Saved entries
■ ■ ■ ■ ■
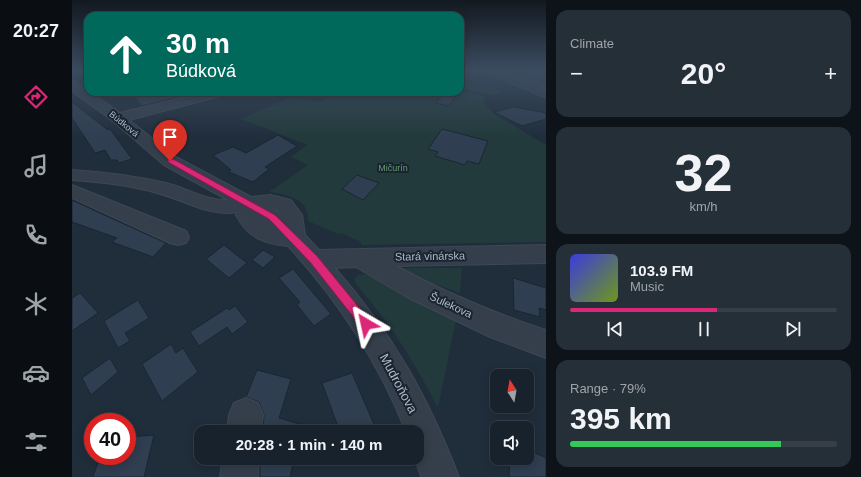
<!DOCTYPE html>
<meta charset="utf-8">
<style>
:root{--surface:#18222c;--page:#252f38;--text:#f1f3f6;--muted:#9fa4a9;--line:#363f48;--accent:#db2777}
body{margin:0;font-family:Arial,sans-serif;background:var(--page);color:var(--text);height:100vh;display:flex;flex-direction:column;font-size:15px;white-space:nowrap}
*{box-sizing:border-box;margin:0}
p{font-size:13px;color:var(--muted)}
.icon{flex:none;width:22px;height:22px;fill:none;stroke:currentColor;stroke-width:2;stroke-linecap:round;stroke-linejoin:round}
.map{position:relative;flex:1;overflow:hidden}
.side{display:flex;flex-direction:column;gap:10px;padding:10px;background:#0d1318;width:315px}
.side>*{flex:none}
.banner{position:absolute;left:12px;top:12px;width:380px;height:84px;border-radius:12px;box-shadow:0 2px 10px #0003,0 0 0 1px var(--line);background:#00695c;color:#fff;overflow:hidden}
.needle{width:26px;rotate:349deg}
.fabs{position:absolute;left:418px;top:369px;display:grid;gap:8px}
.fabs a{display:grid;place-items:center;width:44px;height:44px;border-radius:8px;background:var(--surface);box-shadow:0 2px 10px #0003,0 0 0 1px var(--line);font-size:20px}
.speed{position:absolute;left:12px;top:413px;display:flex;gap:8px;font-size:20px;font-weight:700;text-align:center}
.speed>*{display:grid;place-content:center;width:52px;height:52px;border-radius:50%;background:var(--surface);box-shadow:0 2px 10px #0003,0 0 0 1px var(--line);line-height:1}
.speed .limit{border:6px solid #d22;background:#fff;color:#111}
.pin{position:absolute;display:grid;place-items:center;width:34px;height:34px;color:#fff;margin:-41px -17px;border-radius:50% 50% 50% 0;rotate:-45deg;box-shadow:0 0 4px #0007}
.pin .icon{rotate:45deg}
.me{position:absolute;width:44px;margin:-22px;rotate:324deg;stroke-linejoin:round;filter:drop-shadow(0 0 3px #0008)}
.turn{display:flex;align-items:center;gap:14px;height:84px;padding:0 16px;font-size:18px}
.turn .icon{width:52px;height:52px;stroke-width:2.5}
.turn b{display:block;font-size:28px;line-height:34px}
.big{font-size:30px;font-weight:700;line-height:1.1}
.side .widget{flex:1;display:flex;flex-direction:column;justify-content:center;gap:6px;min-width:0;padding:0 14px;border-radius:12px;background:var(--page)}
.side .dial{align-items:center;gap:0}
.dial b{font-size:52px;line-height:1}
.song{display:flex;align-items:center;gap:12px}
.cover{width:48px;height:48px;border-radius:6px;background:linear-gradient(135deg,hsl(240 70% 55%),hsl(80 70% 35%))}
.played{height:4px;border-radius:2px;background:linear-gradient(90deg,var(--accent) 55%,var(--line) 55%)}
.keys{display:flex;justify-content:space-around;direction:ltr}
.heat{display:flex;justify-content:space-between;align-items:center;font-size:22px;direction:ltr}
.charge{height:6px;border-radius:3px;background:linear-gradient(90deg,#34c759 79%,var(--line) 0)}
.trip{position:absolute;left:122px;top:425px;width:230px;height:40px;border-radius:12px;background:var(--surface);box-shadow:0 2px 10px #0003,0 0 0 1px var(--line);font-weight:700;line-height:40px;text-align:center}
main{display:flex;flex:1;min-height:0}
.tab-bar{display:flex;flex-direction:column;width:72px;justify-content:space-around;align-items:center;background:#0a0e12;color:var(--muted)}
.tab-bar .icon{width:28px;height:28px}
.tab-bar .active{color:var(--accent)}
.tab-bar b{font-size:18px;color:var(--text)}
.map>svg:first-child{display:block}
</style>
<main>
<nav class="tab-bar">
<b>20:27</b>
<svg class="icon active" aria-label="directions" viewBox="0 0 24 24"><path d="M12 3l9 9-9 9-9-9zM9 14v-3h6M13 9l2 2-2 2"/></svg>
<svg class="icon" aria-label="music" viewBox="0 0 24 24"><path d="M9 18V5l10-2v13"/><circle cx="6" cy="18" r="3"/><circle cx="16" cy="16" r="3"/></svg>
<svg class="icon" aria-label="phone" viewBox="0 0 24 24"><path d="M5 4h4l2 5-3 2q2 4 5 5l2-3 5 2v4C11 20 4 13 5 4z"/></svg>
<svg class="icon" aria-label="climate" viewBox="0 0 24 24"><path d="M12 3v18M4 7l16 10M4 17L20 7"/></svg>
<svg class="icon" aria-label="car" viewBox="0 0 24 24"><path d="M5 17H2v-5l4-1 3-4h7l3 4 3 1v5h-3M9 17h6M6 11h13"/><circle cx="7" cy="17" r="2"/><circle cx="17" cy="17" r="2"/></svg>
<svg class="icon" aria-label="filters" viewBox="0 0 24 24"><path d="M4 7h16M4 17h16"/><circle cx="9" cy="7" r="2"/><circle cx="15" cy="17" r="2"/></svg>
</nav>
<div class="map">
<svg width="474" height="477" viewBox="0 0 474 477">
<rect width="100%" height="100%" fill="#202d3b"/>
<g fill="#223a3c">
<path d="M388,83L403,86L413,84L430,93L419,95L388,88Z"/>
<path d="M388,91L413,97L411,101L422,114L474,145V242L289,245V242L269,233L266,234L236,221C238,199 214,194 197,192L236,165L219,157L235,145L169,119L222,96L247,102L267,92Z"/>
<path d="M317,268H390L388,293L363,284L349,282Z"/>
<path d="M293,274L343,293L385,315L366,408C342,361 318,323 283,283V278L286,275Z"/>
</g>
<g fill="#2f3e50" stroke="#1b2632">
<path d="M406,71H425L426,74L474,94V100Z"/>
<path d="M445,71H474V83Z"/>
<path d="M57,92H110V96L70,106Z"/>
<path d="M372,92L384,95L377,106L364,103Z"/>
<path d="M0,102L36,130L38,129L60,159L47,163L45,160H39L33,150L23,153L0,118Z"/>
<path d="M442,107L474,113V119L450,126L422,112Z"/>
<path d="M370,129L416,141L407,164L395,161L393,165L363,156L366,152L356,149Z"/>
<path d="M206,135L225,146L193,167L197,169L181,182L157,172L159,170L141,155L161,147L174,153Z"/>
<path d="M285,175L307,183L291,200L270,189Z"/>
<path d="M0,200L52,224L94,243L81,257L40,242L45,238L0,222Z"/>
<path d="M152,245L175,263L157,278L134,259Z"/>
<path d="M191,250L203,257L191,268L180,260Z"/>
<path d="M221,269L259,314L242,326L225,305L228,302L207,278Z"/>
<path d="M441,278L474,288V310L467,308L468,317L442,310Z"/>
<path d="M8,293L26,313L0,331V298Z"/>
<path d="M66,300L77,318L53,333L58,341L46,348L32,321Z"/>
<path d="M163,306L176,322L160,334L155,327L127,346L118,332L155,308L157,310Z"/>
<path d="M99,344L104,353L111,348L126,372L90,401L70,364Z"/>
<path d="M38,358L46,372L19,395L10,378Z"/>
<path d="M185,370L219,379L207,418L245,429V432H191L192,415L187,402L174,397Z"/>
<path d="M280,373L304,429L297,432H268L250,383Z"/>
<path d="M82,435L72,477H21L28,456H55V437Z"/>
<path d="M455,449L474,458V477H437L438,458H455Z"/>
<path d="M188,458H222L218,477H188Z"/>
</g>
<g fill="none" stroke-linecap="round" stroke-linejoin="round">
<defs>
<g id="minor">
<path d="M426,71H441L474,85V93L427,73Z"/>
<path d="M0,81L4,82L48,113L133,92H154L152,95L57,120L104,157L179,197L198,195L219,200L230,215L233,235L247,250L474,245V263L324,266C372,292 422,313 474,330V358L418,337L335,297L284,267L263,268C321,335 355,394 387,477H349L343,458H345V432H334C308,364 265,299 216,246C191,243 176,238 164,215L165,212C136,217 113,200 85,193C58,185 29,182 0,180V170C32,172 63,176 94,183C115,188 134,201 156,200L92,165L41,121L0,91ZM200,208L205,210L209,215Z"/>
<path d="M0,185L114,231L117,237L114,243L106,245L98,243L0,198Z"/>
<path d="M174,398L186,403L191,415L189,432H155L157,415L162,403Z"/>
<path d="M151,458H187L186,477H148Z"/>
</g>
</defs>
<use href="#minor" stroke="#3d4855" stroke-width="2"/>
<use href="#minor" fill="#343f4b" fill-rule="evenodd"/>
</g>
<linearGradient id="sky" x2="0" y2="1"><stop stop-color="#121920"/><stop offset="0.51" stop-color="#3c4c60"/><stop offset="1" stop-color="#3c4c60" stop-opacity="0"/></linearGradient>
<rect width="474" height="138" fill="url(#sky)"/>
<path fill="#db2777" stroke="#8e194d" d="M96,159H101L203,215L245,256L298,321L300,324L298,328L294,330L290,328L238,262L197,219L96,162Z"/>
<g text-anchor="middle" stroke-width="4" stroke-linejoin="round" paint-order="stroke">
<g font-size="9" fill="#afb9c8" stroke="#192430">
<text transform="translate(52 124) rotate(39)" y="3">Búdková</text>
</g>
<g font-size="9" fill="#649a6e" stroke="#192430">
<text x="321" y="171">Mičurín</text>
</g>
<g font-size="11" fill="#afb9c8" stroke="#192430">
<text transform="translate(358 256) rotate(-1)" y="4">Stará vinárska</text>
<text transform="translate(379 305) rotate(25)" y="4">Šulekova</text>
</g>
<g font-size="13" fill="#afb9c8" stroke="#192430">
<text transform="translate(327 383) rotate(62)" y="5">Mudroňova</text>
</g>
</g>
</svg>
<div class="fabs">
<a><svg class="needle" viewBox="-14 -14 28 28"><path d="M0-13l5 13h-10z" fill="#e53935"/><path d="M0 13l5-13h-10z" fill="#9fa4a9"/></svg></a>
<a><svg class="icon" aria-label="sound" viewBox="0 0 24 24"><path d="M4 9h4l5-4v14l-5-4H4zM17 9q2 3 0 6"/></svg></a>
</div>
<div class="speed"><div class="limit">40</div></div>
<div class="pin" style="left:98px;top:161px;background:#d93025"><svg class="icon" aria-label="arrive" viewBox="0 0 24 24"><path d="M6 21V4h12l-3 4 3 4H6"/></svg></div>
<svg class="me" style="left:294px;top:324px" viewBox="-20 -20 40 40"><path d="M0-17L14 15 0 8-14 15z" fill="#db2777" stroke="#fff" stroke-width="4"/></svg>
<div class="trip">20:28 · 1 min · 140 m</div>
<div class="banner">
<div class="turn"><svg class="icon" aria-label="ahead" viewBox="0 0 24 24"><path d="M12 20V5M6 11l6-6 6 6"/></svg><div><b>30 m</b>Búdková</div></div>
</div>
</div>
<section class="side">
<div class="widget"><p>Climate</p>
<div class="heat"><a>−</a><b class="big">20°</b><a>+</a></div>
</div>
<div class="widget dial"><b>32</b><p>km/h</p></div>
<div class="widget">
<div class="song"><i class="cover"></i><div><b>103.9 FM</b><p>Music</p></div></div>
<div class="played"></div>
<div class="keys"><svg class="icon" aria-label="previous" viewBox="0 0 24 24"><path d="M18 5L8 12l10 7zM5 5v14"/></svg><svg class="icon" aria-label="pause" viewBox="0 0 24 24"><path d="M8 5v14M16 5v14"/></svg><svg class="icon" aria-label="next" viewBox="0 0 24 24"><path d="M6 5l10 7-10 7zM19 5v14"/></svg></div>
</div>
<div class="widget"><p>Range · 79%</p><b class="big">395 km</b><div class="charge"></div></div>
</section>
</main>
■ ■ ■ ■ ■
> **PROBLEM TO SOLVE**: Copy all the lines above that hold the string "active".

> **PROBLEM SOLUTION**:
.tab-bar .active{color:var(--accent)}
<svg class="icon active" aria-label="directions" viewBox="0 0 24 24"><path d="M12 3l9 9-9 9-9-9zM9 14v-3h6M13 9l2 2-2 2"/></svg>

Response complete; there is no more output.